Once the Netflix film was released, Simon Steel (Ship’s Compay Director) was delighted to share more about our project with Lindsay Fulcher at Minerva Magazine which led to us being featured in the March/ April edition. The magazine provides in-depth coverage of some of the worlds finest archaeology and ancient art.

The story begins like this…

It was July 1937 when the first step, which led to one of the most extraordinary archaeological finds ever made in the UK, was taken at a flower show in the market-town of Woodbridge in Suffolk. Here it was that a wealthy widow named Edith Pretty happened on a local historian named Vincent Redstone. Pretty, who owned an estate named Sutton Hoo on the River Deben, had long been intrigued by a cluster of 18 ancient mounds on her property. Having travelled extensively, including around Egypt, in her early life, she had always been interested in archaeology and, when she and her husband Lieutenant-Colonel Pretty moved into Sutton Hoo House in 1926, they had talked about excavating the mounds but done nothing about it…

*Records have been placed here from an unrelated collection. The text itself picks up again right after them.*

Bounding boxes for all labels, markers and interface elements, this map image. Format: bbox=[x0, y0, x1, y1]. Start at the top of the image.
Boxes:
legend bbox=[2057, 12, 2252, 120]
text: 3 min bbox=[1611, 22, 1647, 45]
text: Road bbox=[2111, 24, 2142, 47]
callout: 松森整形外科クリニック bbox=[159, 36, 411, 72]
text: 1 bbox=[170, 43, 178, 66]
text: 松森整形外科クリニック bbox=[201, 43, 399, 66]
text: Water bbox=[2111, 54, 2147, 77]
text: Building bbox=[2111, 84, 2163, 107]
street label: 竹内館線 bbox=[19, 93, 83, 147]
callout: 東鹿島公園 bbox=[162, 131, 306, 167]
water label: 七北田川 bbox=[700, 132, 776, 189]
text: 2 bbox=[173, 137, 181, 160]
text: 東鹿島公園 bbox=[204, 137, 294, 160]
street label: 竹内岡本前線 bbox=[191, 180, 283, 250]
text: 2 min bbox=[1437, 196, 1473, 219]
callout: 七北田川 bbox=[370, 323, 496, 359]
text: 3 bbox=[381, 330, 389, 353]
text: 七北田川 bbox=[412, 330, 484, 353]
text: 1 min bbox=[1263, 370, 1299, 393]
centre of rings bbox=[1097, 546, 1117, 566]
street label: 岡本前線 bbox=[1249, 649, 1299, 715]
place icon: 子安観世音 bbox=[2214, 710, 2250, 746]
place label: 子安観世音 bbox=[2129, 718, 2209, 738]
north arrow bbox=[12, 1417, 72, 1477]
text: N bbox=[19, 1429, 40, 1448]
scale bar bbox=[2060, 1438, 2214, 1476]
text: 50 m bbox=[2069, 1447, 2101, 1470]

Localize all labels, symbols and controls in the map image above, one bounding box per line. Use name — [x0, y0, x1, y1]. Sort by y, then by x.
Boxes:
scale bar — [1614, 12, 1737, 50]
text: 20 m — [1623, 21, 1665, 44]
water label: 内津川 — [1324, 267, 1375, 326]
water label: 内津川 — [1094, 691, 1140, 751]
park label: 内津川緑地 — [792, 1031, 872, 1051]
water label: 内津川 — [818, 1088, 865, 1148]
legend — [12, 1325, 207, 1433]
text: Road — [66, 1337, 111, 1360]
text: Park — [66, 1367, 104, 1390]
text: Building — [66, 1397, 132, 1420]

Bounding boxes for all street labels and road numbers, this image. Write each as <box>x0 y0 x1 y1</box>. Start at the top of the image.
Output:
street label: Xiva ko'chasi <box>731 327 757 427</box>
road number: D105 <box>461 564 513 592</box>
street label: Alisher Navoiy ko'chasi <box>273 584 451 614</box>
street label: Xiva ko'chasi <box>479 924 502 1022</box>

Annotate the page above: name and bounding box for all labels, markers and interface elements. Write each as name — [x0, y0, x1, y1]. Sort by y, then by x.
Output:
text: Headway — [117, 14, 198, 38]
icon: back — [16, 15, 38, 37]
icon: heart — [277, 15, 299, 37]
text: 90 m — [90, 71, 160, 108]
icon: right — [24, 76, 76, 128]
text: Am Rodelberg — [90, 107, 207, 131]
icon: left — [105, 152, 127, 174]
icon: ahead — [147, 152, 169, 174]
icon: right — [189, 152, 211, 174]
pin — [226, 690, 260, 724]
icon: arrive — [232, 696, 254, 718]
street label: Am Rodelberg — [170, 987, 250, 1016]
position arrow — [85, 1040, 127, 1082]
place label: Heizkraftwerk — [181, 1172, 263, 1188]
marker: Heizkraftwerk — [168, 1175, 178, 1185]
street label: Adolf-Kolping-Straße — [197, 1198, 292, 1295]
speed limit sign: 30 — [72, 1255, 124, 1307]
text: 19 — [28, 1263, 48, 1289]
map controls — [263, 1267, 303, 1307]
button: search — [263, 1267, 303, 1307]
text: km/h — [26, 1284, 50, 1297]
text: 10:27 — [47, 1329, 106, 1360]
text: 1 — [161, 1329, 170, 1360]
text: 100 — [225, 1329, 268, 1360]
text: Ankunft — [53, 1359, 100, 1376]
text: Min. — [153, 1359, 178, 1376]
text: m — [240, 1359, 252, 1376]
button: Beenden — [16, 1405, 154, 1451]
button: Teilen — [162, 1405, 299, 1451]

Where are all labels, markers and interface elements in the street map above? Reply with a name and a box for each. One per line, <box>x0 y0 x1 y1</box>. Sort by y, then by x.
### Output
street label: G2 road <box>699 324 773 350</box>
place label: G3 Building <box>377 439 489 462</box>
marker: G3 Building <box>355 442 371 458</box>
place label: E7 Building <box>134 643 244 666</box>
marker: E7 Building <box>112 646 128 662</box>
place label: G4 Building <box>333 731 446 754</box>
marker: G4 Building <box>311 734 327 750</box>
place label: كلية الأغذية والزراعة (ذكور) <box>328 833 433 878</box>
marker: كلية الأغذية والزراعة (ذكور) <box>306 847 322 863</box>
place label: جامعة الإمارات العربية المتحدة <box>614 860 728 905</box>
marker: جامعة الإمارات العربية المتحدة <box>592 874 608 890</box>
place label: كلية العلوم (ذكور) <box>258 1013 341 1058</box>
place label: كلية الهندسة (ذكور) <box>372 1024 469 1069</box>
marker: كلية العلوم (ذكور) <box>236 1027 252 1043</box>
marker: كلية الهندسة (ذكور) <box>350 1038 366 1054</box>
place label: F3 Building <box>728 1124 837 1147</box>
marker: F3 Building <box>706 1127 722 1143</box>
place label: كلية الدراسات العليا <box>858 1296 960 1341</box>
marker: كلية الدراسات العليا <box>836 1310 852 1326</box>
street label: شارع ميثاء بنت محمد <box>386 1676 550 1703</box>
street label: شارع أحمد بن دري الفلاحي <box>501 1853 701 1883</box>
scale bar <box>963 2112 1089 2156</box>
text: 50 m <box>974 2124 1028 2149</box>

Read the full article here, but don’t miss the final section (copied below) of the article which covers our story


Recreating the Sutton Hoo Ship

Just across the river from the burial site, the Sutton Hoo Ship’s Company is working to accurately recreate the huge Anglo-Saxon vessel that was hauled up from the River Deben to its final resting-place.

Based on the quayside in Woodbridge, our charity (whose trustees include Martin Carver, excavator of Sutton Hoo during the 1980s, and Julian Whitewright, maritime archaeologist at the University of Southampton) was set up in 2016 with the aim of recreating the ship, launching her on the river, and taking her to sea. This experimental archaeology project will teach us much about Anglo–Saxon life, including boat-building, trade, and seafaring. We are using materials, techniques, and tools Anglo-Saxons would have used, and recording every stage of the process. This ship was over 27m long, about 5m high from keel to bow, made of seven tons of green oak and one ton of copper/iron, and held together with 3,598 metal rivets. The replica will be all of these things too, and, like the original, powered by up to 40 people at a time.

Our team of volunteers, supervised by a shipwright and maritime archaeologists, have so far constructed a support for the keel. We have felled the first of about a dozen oaks to form the main part of the keel and planks. It will take two years to get from where we are to a ship ready for sea trials, and we are also working on a research programme and community engagement, as well as recruiting and training 120 rowers (three shifts of 40 for maximum power on the ship), which all requires funding.

Trialling the completed ship, we will take her on river and sea fully to understand questions about her speed, how she was rowed, how much cargo she could carry, and if she can cross the North Sea. We hope to determine whether the ship ever had a mast and sail. There is no archaeological evidence for this, but it would be exciting to see whether it is technically possible to achieve it. Based, as we are, across the river from the Sutton Hoo site, we are left with no doubt that it was quite a feat to haul the ship from the muddy banks of the Deben up to the Hoo; we hope to recreate this as well.